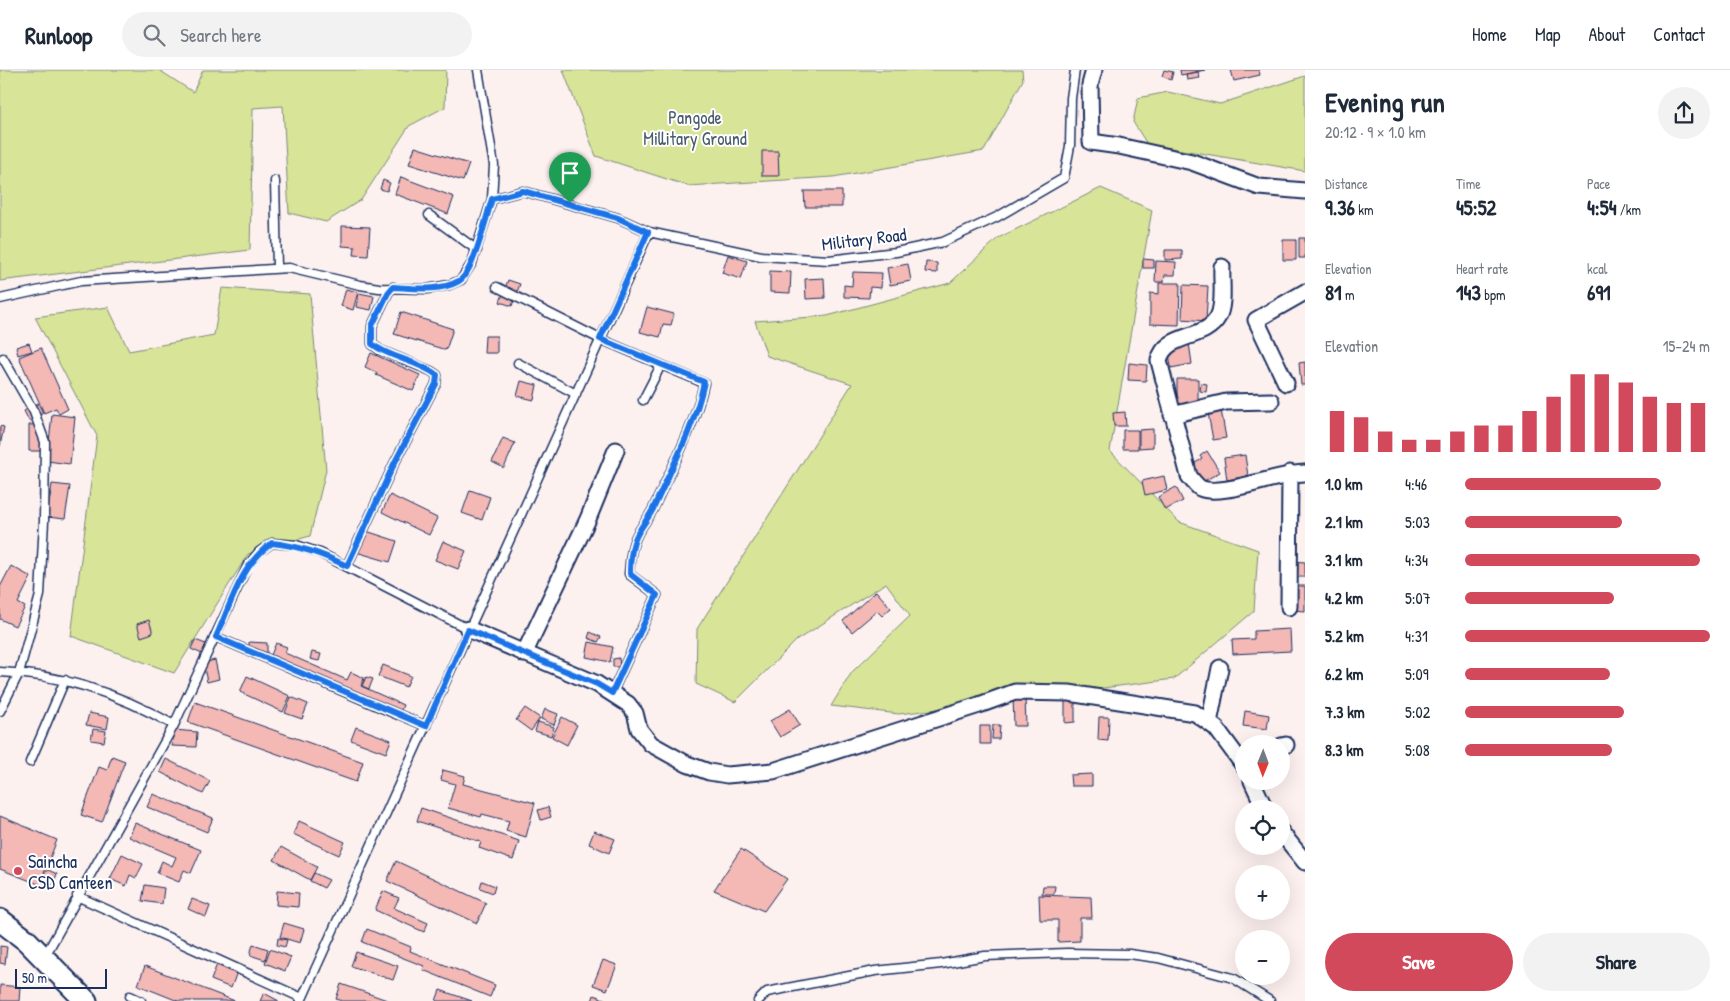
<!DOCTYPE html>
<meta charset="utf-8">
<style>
:root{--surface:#fff;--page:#f2f2f3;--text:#1f2937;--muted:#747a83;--line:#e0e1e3;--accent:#d1495b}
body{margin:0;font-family:"Patrick Hand",sans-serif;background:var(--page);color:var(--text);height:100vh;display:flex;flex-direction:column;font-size:19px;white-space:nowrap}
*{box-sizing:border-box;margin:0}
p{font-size:16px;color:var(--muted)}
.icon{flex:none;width:28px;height:28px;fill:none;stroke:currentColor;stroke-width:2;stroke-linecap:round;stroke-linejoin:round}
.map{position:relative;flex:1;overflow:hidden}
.details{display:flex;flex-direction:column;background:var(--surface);width:425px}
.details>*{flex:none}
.needle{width:32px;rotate:181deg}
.buttons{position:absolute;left:1235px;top:665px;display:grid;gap:10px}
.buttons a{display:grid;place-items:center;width:55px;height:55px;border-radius:50%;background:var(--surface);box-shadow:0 5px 20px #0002;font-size:25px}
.scale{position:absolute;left:15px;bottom:12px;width:92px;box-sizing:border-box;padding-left:5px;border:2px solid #1b2f5e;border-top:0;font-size:14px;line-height:18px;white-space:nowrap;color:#1b2f5e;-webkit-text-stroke:4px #fff;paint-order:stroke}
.pin{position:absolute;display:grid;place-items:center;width:42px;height:42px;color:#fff;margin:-51px -21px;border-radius:50% 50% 50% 0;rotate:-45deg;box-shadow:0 0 5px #0007}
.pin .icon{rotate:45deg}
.round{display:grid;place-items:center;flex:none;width:52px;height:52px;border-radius:26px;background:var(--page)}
.headline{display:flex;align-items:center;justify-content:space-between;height:85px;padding:0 20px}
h1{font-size:28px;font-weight:700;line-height:38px}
.metrics{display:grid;grid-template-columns:repeat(3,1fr);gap:8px;height:85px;padding:5px 20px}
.metrics div{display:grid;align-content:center}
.metrics b{font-size:21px;font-weight:700}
.metrics small{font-size:14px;font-weight:400}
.metrics p{font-size:14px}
.chart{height:140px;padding:10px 20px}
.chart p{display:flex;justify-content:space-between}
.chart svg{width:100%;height:90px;margin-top:5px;stroke:var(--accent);stroke-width:6}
.cta{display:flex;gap:10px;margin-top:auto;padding:10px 20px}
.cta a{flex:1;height:58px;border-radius:30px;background:var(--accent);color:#fff;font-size:20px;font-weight:700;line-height:58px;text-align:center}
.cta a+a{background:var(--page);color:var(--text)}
ul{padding:0 20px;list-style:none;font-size:16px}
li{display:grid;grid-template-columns:80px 60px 1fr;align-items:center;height:38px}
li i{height:12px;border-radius:6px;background:var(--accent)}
header{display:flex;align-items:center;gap:30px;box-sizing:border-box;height:70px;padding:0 25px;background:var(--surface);border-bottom:1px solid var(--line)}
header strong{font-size:24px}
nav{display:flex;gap:28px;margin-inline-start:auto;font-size:18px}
.search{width:350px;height:45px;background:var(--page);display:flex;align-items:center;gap:12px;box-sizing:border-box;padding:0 18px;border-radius:28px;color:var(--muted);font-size:19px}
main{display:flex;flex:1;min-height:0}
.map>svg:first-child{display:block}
</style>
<header>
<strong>Runloop</strong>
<div class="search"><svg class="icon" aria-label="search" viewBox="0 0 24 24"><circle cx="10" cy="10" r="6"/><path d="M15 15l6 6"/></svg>Search here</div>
<nav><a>Home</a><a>Map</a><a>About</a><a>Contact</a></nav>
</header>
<main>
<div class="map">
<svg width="1305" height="931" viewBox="0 0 1305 931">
<rect width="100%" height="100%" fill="#fdf1f0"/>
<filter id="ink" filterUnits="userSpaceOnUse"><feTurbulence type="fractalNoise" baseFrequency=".02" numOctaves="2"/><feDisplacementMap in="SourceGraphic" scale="10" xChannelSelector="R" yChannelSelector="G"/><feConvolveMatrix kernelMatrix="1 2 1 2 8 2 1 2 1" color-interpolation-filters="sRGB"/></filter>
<g filter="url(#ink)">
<path fill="#d8e497" stroke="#7a8a7a" d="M 0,0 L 159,0 L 193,22 L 203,0 L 446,0 L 445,37 L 409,56 L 361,130 L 326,152 L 289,143 L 283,36 L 253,38 L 250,180 L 0,211 Z
M 563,0 L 1022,0 L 1023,10 L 984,81 L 833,107 L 688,116 L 596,86 Z
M 1305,6 L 1305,101 L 1147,74 L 1133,52 L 1138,28 L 1168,22 L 1220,34 Z
M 1101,118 L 1152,140 L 1110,381 L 1179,452 L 1258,480 L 1254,541 L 1174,609 L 899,644 L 831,636 L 852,602 L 910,546 L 886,513 L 797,570 L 735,632 L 696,614 L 697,559 L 852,314 L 767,286 L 755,251 L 827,246 L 950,213 L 998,168 Z
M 222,218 L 310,224 L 326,400 L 310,466 L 248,484 L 174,603 L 71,566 L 97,366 L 35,247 L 108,237 L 129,281 L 214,265 Z"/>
<path fill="#f4b8b5" stroke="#1b2f5e" d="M 1164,0 L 1173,2 L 1171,10 L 1162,6 Z
M 1180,0 L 1205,0 L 1181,5 Z
M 1231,0 L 1259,0 L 1260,5 L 1234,11 Z
M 1198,2 L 1200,8 L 1187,10 L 1186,4 Z
M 415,77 L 469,94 L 463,111 L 409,94 Z
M 762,81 L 778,81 L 779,106 L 762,106 Z
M 401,107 L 454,127 L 448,144 L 395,124 Z
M 383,110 L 390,113 L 387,121 L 380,119 Z
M 804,121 L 842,121 L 842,137 L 805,137 Z
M 342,156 L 370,157 L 368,186 L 354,185 L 355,177 L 342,176 Z
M 1299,168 L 1305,168 L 1305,188 L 1299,188 Z
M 1283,170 L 1296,170 L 1296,190 L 1283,190 Z
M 1165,180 L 1182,180 L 1182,189 L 1165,190 Z
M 728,185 L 747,191 L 741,209 L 722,203 Z
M 1143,189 L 1154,190 L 1154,198 L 1143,198 Z
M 1156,191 L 1176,192 L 1175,205 L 1165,205 L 1164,212 L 1155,212 Z
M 926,192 L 937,193 L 937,203 L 925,202 Z
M 908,194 L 911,211 L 890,215 L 887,198 Z
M 770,201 L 791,202 L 790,223 L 770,222 Z
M 853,202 L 882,203 L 881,218 L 870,217 L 869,228 L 844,227 L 844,215 L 852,216 Z
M 824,208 L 825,228 L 806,229 L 805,209 Z
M 508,210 L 520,214 L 512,236 L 500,232 Z
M 1159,213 L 1180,213 L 1179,255 L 1150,254 L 1150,223 L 1159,224 Z
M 1183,215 L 1208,216 L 1206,251 L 1182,249 Z
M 346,219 L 358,222 L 353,240 L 341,236 Z
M 359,223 L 374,226 L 371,240 L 356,237 Z
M 647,237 L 674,244 L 671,255 L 663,254 L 660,267 L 640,262 Z
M 401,242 L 453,259 L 446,280 L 394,264 Z
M 485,266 L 497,266 L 497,283 L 484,283 Z
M 29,273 L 32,281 L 18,285 L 16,277 Z
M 1189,273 L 1192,294 L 1171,298 L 1168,275 Z
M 41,278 L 68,339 L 59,344 L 56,338 L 44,343 L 19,287 Z
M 371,283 L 420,305 L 413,321 L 376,305 L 377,303 L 365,297 Z
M 1305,292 L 1305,315 L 1301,315 L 1299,293 Z
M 1129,293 L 1147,295 L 1146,311 L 1128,310 Z
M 1177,309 L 1198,309 L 1198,334 L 1177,334 Z
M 521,311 L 537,315 L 534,330 L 517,326 Z
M 1201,313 L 1207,314 L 1206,322 L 1200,321 Z
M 38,333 L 43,343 L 29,351 L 24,341 Z
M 1221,340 L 1226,368 L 1213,370 L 1208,343 Z
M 1125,342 L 1126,356 L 1114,356 L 1113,343 Z
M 52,344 L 75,347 L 70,394 L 47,391 Z
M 44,354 L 45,381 L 29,381 L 29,355 Z
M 0,356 L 4,357 L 0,376 Z
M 1153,359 L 1153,377 L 1139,378 L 1139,360 Z
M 1123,360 L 1138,360 L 1138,379 L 1123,379 Z
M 503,368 L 515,373 L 504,398 L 492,392 Z
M 1207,381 L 1220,402 L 1199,414 L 1188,397 L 1202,389 L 1200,386 Z
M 1245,385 L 1248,406 L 1227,410 L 1224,388 Z
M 1164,406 L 1167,420 L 1145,425 L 1142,411 Z
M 52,414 L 70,416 L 65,449 L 47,447 Z
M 1176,417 L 1183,431 L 1165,440 L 1158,427 Z
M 470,420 L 490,427 L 482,450 L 462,443 Z
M 390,425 L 437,448 L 429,465 L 382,442 Z
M 363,460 L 397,471 L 390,492 L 356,482 Z
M 443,471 L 466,481 L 458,499 L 435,490 Z
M 1292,491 L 1305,492 L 1305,507 L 1291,507 Z
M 11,496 L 31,507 L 18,533 L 25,537 L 15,556 L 0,549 L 0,517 Z
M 1293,516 L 1305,516 L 1305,541 L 1292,540 Z
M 876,521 L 891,538 L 882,546 L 877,541 L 852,562 L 843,551 Z
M 149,550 L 153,563 L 141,567 L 137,554 Z
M 1290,559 L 1291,581 L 1233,584 L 1232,570 L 1254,569 L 1254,561 Z
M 590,562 L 601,567 L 598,572 L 588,568 Z
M 195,570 L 206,574 L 202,584 L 191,579 Z
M 249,572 L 267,573 L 267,584 L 249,583 Z
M 589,572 L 613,577 L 610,592 L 586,587 Z
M 276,573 L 287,577 L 285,583 L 347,610 L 351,602 L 364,608 L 361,616 L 403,635 L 397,650 L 281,600 L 284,591 L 271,585 Z
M 312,582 L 321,584 L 319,591 L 310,589 Z
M 619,588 L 620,597 L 613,597 L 613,589 Z
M 215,590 L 219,609 L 207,612 L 203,593 Z
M 383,595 L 411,606 L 406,617 L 378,606 Z
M 247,606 L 290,626 L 283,642 L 240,622 Z
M 366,607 L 373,609 L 369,619 L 362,616 Z
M 291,627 L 308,634 L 302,649 L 285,643 Z
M 1013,627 L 1025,627 L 1026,656 L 1014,656 Z
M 1065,628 L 1075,628 L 1075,652 L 1065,653 Z
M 195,632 L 363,692 L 356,712 L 188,652 Z
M 525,638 L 540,648 L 531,661 L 516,650 Z
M 545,639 L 558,644 L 554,655 L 541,649 Z
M 790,639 L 800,655 L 780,667 L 770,651 Z
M 1245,641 L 1269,645 L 1267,659 L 1243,656 Z
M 89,643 L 109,647 L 107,659 L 86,655 Z
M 562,647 L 577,655 L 567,675 L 552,667 Z
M 1099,647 L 1109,647 L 1108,671 L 1098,670 Z
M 538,652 L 554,657 L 551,666 L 535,661 Z
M 993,655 L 1000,655 L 999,669 L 992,669 Z
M 980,656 L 990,656 L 990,674 L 980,674 Z
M 356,657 L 391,670 L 386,683 L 351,670 Z
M 93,659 L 106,661 L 104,672 L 91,670 Z
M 174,660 L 197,662 L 196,677 L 172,676 Z
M 112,686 L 125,691 L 102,752 L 81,745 L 99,697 L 107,700 Z
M 166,689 L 210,711 L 203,724 L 160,702 Z
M 443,700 L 465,706 L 463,714 L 535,733 L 526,767 L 506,761 L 509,751 L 482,744 L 481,747 L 448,738 L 455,714 L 441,710 Z
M 1092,704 L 1092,716 L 1071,716 L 1070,705 Z
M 153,724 L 213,748 L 207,762 L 147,737 Z
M 548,737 L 551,747 L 541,750 L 538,740 Z
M 421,738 L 519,771 L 513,790 L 479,778 L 481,772 L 417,751 Z
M 0,746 L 57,770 L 44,803 L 48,800 L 57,804 L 51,819 L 0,799 Z
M 299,751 L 345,772 L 339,785 L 293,764 Z
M 135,753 L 201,780 L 191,803 L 184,800 L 179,812 L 157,803 L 162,791 L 172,796 L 176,787 L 129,767 Z
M 594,761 L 615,769 L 609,783 L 589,774 Z
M 281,777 L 317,797 L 310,810 L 274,790 Z
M 741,779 L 787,809 L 764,841 L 714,820 Z
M 122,784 L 143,794 L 136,808 L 130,805 L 126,816 L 110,809 Z
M 396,791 L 486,833 L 477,853 L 387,811 Z
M 314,803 L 329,810 L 324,818 L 310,811 Z
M 482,811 L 495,816 L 493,823 L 480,818 Z
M 145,815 L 164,818 L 162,834 L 142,831 Z
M 1043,816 L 1055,816 L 1054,824 L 1042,824 Z
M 277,821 L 299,823 L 298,837 L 276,835 Z
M 383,821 L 399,828 L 394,838 L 428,853 L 424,862 L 375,840 Z
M 1039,825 L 1091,827 L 1092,848 L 1080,848 L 1080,871 L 1058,872 L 1058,850 L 1040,850 Z
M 192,829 L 210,836 L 206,847 L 188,839 Z
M 284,853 L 304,859 L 300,873 L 280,867 Z
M 367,859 L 411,877 L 410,881 L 495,915 L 490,927 L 423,900 L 424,896 L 362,872 Z
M 278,868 L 287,870 L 285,877 L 277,875 Z
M 253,874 L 268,879 L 265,890 L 250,885 Z
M 0,876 L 7,877 L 5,894 L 0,893 Z
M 270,879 L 291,887 L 285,901 L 265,893 Z
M 356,882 L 398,896 L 393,910 L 351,896 Z
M 603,890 L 617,895 L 607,920 L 593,915 Z
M 217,894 L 237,902 L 231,918 L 211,910 Z
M 145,896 L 235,931 L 178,931 L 138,915 Z
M 341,914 L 390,931 L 343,931 L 336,929 Z
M 0,915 L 20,917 L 19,931 L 0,931 Z
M 440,920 L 472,931 L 436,931 Z
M 264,923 L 279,931 L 260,931 Z
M 594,925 L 609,931 L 592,931 Z"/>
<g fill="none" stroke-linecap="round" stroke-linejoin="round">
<g stroke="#1b2f5e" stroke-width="11">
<path id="service" d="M 275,111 L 277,198
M 492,129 L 523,121 L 618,148 L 649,162 L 761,186 L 829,190 L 896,182 L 943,172 L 997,147 L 1064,108 L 1070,76 L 1071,28 L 1075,0
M 429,145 L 477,180
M 497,217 L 600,269 L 704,313 C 695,356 672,397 654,437 C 650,446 643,454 638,463 C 631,475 630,491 629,504 L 657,525 L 612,623
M 0,229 L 81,211 L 289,198 L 360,215 L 379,218 L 427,219 L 449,215 L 461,210 L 472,193 L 492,129 L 494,95 L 478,0
M 518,293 L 576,324
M 643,330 L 661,295
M 347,496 L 394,394 L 436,314 L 437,305 L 431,301 L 380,280 L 372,274 L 372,256 L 388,223 L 393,217
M 216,567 L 426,656
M 0,602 C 62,604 121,625 174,655
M 0,641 L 19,603 L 40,525 L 44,451 L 45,372 L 34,342 L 3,288
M 30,692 L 65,610
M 77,826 L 302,928
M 45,886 L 174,655 L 248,495 L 259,482 L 272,473 L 296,475 L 320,483 L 468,559
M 130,926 L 141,931
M 301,931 L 649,162
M 758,931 L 767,922 L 875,901 L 941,894 L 985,886 L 1067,883 L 1129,884 L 1158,888 L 1233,908 L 1270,931"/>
</g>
<g stroke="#1b2f5e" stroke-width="19">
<path id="minor" d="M 1094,0 L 1090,15 L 1091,72 L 1119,76 L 1192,92 L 1259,117 L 1305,121
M 1222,197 C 1221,211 1225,234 1218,247 C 1205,271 1165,262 1159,291 L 1189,406 C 1192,410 1196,415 1200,418 C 1221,428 1278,403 1305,403
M 1286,313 L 1256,250 L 1305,222
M 1172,345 L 1226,332 L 1271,331
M 1289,537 L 1290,403
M 468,559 L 597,614 L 628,634 L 635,643 L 639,659 L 651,674 L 687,694 L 709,702 L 727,705 L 773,701 L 979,635 L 1015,622 L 1069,623 L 1195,643 L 1216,658 L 1244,696
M 524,584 L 588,449 L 616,380
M 1209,653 L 1220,598
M 1281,676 L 1286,675
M 1252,711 L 1265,739
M 1281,762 L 1305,792"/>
</g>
<g stroke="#1b2f5e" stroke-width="25">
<path id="secondary" d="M 0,850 L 26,870 L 86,931"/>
</g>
<use href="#service" stroke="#fff" stroke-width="8"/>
<use href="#minor" stroke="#fff" stroke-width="15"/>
<use href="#secondary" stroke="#fff" stroke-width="21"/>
</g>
</g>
<g fill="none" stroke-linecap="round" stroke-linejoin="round" filter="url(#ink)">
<g stroke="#fff" stroke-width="10">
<path id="route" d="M 523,121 L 618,148 L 648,162 L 600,269 L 704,312 C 695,356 672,397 654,437 C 650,446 643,454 638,463 C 631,475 630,491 630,504 L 657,525 L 612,623 L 597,614 L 468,560 L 426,656 L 216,567 C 231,534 241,494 272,473 C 300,476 322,484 347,496 L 394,394 L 436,314 L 437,305 C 417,290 391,289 372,274 L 372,256 L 388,223 L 393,217 C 414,218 439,222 459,211 C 474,202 486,147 492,129 Z"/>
</g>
<use href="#route" stroke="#1a73e8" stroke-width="6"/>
</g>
<circle fill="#d1495b" stroke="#fff" stroke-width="2" cx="18" cy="801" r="5"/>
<g text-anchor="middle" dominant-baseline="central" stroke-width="4" stroke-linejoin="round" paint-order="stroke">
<g font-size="18" fill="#4a5c6c" stroke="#fff">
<text x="695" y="47">Pangode<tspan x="695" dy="21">Millitary Ground</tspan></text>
</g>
<g font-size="18" fill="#1b2f5e" stroke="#fff">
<text transform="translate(864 169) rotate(-7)">Military Road</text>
</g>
<g font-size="18" fill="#1b2f5e" stroke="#fff" text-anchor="start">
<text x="28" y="791">Saincha<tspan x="28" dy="21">CSD Canteen</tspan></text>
</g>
</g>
</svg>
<div class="buttons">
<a><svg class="needle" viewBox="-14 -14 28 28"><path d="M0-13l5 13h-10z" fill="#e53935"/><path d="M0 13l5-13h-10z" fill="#747a83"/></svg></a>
<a><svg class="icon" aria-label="locate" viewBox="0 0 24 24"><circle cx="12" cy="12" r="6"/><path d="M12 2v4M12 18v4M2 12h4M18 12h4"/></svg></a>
<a>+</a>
<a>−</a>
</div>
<div class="scale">50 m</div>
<div class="pin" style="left:570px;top:133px;background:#1e9e55"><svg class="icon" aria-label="arrive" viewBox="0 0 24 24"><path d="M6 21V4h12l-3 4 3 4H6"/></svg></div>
</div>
<section class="details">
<div class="headline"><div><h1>Evening run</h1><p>20:12 · 9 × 1.0 km</p></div><a class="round"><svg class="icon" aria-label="share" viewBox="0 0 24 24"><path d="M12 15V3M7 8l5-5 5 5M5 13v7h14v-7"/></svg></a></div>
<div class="metrics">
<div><p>Distance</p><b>9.36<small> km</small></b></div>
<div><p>Time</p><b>45:52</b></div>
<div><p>Pace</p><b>4:54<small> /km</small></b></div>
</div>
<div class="metrics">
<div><p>Elevation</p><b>81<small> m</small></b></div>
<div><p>Heart rate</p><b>143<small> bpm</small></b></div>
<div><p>kcal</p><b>691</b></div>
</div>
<div class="chart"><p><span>Elevation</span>15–24 m</p>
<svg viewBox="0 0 160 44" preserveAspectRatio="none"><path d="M5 44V24M15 44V27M25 44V34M35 44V38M45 44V38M55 44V34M65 44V31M75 44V31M85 44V24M95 44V17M105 44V6M115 44V6M125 44V10M135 44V17M145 44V20M155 44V20"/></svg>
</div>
<ul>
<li><b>1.0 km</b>4:46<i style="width:80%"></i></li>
<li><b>2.1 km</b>5:03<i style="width:64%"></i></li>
<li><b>3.1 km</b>4:34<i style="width:96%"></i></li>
<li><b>4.2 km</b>5:07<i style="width:61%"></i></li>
<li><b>5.2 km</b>4:31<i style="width:100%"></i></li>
<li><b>6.2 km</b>5:09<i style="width:59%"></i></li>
<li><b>7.3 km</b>5:02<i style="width:65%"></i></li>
<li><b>8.3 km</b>5:08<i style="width:60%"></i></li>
</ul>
<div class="cta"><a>Save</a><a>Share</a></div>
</section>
</main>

About this task:
Copy out every line of the data in which the word "position" is found.

Task output:
.map{position:relative;flex:1;overflow:hidden}
.buttons{position:absolute;left:1235px;top:665px;display:grid;gap:10px}
.scale{position:absolute;left:15px;bottom:12px;width:92px;box-sizing:border-box;padding-left:5px;border:2px solid #1b2f5e;border-top:0;font-size:14px;line-height:18px;white-space:nowrap;color:#1b2f5e;-webkit-text-stroke:4px #fff;paint-order:stroke}
.pin{position:absolute;display:grid;place-items:center;width:42px;height:42px;color:#fff;margin:-51px -21px;border-radius:50% 50% 50% 0;rotate:-45deg;box-shadow:0 0 5px #0007}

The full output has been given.